---------- Supplied data
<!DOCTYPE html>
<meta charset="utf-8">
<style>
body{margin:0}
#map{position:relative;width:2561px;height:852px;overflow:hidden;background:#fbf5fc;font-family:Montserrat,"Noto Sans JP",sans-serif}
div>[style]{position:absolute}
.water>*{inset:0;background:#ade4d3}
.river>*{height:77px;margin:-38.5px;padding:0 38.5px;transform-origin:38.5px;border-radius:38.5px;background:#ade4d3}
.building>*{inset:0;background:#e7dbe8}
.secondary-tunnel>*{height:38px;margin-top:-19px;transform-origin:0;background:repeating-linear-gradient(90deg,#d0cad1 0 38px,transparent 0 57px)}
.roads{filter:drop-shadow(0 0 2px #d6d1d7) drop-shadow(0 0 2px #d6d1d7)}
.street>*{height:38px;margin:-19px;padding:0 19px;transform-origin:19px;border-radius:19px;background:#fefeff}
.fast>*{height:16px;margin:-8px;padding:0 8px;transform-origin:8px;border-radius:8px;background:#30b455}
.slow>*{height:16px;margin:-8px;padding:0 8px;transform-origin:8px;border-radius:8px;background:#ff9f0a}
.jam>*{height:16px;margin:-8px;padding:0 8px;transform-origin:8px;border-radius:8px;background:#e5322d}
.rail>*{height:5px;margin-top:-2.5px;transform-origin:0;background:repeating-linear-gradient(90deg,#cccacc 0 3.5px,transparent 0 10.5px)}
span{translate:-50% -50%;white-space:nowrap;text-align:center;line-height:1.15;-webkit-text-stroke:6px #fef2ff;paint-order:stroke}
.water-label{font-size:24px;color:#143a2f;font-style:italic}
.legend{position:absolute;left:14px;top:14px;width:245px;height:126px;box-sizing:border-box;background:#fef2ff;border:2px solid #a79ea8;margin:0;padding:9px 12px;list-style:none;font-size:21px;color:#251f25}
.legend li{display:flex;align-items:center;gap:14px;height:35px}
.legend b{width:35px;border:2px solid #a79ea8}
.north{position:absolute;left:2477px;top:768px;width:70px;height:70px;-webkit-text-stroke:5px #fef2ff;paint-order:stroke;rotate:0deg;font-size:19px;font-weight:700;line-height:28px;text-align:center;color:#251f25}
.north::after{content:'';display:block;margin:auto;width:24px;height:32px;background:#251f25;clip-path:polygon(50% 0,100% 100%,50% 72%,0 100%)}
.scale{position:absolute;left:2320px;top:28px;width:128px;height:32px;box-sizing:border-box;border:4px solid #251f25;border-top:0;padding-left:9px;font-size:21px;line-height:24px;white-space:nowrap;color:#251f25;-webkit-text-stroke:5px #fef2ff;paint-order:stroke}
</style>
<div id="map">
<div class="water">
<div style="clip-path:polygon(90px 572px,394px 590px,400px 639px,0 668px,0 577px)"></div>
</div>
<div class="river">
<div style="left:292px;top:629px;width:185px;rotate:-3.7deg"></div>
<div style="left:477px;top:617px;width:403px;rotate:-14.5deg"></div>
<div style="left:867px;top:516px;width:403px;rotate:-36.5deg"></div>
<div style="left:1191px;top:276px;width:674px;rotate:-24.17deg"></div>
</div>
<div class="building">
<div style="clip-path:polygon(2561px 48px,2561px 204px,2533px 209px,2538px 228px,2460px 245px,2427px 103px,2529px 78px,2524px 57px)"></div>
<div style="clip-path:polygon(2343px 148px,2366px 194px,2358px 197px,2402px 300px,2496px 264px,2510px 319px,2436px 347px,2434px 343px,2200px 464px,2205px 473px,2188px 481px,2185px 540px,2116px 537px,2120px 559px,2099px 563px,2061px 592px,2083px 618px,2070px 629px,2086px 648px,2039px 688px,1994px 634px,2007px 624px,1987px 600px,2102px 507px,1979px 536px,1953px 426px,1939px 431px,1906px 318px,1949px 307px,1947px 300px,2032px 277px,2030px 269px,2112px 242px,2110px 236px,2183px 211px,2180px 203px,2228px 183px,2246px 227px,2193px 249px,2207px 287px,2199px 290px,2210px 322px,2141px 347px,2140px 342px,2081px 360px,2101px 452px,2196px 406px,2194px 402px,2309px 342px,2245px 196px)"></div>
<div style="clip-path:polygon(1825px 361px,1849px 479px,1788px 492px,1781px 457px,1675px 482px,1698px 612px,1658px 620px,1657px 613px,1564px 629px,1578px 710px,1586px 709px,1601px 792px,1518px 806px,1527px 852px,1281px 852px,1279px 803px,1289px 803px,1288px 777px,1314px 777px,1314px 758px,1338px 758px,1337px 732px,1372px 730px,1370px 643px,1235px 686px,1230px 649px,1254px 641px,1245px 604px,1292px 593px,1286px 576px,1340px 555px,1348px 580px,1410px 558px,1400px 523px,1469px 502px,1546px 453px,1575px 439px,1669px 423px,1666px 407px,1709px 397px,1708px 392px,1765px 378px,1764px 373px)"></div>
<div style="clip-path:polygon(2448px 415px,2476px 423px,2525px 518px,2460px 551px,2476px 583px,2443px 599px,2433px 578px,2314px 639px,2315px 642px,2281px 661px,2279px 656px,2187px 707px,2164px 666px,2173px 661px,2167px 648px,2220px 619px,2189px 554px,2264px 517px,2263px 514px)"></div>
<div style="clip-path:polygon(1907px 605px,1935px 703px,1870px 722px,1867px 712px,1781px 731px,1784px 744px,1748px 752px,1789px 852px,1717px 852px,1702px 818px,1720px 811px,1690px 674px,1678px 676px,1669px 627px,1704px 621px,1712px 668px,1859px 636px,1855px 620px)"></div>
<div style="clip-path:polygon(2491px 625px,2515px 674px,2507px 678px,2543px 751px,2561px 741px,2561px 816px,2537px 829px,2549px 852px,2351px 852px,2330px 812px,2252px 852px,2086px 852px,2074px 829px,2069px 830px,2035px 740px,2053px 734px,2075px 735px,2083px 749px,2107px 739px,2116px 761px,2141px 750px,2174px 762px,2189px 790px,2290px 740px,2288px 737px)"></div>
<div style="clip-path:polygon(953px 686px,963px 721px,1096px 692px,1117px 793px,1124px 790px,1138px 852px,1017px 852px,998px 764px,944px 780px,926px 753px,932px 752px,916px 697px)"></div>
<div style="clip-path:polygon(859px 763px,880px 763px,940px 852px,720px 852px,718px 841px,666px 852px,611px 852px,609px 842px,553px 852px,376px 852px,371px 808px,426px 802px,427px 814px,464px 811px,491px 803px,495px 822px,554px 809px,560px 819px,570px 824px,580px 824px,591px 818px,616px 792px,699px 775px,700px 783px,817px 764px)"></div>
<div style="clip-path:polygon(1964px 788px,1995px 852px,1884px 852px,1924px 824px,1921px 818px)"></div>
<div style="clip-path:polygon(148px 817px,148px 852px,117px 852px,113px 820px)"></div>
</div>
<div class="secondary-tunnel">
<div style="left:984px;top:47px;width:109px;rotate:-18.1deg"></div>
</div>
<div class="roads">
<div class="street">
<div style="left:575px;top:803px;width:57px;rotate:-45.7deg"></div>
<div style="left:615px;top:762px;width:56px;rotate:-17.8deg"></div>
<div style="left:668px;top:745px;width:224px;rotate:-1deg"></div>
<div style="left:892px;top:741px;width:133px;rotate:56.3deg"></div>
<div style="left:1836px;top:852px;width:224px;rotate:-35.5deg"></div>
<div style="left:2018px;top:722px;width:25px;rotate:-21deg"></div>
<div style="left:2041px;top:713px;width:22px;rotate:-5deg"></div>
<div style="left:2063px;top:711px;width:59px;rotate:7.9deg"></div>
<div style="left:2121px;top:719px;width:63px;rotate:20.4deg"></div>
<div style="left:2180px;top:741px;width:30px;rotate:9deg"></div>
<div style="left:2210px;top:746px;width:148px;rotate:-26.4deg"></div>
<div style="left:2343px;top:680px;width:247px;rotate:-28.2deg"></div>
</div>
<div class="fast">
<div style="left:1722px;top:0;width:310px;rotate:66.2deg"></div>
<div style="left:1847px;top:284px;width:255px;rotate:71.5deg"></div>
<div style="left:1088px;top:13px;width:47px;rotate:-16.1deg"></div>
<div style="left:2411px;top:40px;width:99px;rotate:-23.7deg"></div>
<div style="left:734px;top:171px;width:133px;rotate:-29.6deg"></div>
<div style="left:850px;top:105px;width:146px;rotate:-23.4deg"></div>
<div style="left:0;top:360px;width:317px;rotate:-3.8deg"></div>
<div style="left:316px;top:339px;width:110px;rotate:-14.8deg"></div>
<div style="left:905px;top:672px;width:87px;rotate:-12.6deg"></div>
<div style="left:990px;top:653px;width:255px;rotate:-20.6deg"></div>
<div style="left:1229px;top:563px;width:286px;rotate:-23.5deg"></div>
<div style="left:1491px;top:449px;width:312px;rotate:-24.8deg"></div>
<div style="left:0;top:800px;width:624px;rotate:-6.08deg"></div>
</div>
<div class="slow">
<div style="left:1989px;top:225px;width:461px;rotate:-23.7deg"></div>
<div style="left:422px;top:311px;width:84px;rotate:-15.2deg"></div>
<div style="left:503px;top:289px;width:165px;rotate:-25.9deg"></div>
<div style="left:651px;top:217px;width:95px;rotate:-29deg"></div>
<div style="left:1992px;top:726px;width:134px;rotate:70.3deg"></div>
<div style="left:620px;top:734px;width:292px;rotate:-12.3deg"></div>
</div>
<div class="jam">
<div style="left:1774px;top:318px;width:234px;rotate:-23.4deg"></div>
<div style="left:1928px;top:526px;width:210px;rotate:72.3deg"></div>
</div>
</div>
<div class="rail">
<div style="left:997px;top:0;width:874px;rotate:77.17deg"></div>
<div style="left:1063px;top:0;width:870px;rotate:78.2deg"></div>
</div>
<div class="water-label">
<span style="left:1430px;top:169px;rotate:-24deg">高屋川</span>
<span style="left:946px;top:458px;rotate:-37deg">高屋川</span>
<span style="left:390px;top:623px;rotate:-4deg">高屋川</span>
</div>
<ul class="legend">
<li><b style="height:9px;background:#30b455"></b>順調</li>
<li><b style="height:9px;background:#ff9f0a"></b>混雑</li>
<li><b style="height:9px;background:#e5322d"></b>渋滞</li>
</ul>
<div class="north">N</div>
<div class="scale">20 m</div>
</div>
--------------------
For each line in the entries that contains the string "river", make a copy.

.river>*{height:77px;margin:-38.5px;padding:0 38.5px;transform-origin:38.5px;border-radius:38.5px;background:#ade4d3}
<div class="river">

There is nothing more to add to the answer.